[lbo-talk] U.S. in Israel's corner

Carrol Cox cbcox at ilstu.edu
Tue Jun 1 16:38:09 PDT 2010


This started as a quick response, mostly in agreement with Doug's point, but developed into a somewhat wandering speculation on the explanatory limits of "imperialism," and the need to replace it

Doug Henwood wrote:
>
> On Jun 1, 2010, at 4:29 PM, socialismorbarbarism wrote:
>
> > Sure, but again, Israel is just following the US lead--doesn't the
> > occupation of Iraq fit this term to a 't'?
>
> Gaza's population is penned in and defenseless. The Iraqi population
> has proved a tougher nut to crack, don't you think?
>

I would roughly agree -- but Gaza itself hasn't 'cracked' yet. It has a higher population density than Manhattan! How would Manhattan stand up to the pressure which has been on Gaza?

My earlier posts on this were pretty clumsy, but I think the core idea should be taken s eriously: that Israel with tacit consent from the U.S. has been aiming for many decades at the "final solution" of the Palestinian 'problem' by the forced flight of the Palestinian population. What, really, is to stop this slow death of a people?
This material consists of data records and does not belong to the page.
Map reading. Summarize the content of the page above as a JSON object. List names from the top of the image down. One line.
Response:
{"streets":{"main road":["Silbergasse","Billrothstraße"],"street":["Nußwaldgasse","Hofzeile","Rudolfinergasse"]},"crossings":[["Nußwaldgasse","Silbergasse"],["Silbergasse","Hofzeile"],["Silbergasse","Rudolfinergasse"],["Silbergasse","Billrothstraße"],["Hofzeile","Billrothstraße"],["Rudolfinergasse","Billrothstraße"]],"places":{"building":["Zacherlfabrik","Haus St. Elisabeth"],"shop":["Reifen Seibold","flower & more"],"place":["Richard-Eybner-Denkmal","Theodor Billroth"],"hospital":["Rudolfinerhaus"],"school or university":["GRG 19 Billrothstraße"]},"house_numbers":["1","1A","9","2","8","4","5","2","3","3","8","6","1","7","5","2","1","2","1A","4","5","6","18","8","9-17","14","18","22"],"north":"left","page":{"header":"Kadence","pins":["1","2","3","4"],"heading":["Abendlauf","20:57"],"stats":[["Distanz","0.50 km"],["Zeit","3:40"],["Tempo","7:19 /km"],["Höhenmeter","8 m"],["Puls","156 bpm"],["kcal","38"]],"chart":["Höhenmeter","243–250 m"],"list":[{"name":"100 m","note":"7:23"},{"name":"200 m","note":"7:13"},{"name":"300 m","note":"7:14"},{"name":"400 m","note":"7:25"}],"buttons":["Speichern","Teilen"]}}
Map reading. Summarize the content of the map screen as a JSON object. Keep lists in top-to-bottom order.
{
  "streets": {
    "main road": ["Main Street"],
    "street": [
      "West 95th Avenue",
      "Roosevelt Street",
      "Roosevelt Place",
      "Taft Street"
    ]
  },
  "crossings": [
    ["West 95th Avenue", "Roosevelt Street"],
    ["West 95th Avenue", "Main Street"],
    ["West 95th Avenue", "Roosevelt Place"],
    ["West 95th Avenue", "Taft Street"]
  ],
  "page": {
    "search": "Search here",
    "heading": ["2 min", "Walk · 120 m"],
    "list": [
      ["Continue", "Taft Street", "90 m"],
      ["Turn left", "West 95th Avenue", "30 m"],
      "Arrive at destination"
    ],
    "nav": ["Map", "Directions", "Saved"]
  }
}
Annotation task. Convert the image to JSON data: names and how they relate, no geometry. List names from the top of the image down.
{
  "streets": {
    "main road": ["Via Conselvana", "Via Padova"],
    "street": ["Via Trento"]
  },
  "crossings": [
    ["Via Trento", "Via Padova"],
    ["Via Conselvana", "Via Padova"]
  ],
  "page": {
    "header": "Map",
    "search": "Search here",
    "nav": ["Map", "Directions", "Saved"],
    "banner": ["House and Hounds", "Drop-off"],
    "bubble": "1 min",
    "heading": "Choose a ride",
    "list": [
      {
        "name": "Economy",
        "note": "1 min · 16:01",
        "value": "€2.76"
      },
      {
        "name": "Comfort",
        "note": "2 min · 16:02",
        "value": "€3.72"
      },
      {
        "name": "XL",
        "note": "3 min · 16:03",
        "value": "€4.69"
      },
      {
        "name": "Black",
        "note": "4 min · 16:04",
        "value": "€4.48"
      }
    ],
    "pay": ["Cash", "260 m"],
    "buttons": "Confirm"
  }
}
I agree with Eric that "imperialism" has ceased to be a useful explanatory category. But if one takes that position, then there are a number of large global facts that require _some_ sort of theoretical explanation. Simple empirical description of those facts (such as events of the last few years in Haiti and Honduras) does not fulfill that need, and imperialism in some form _did_.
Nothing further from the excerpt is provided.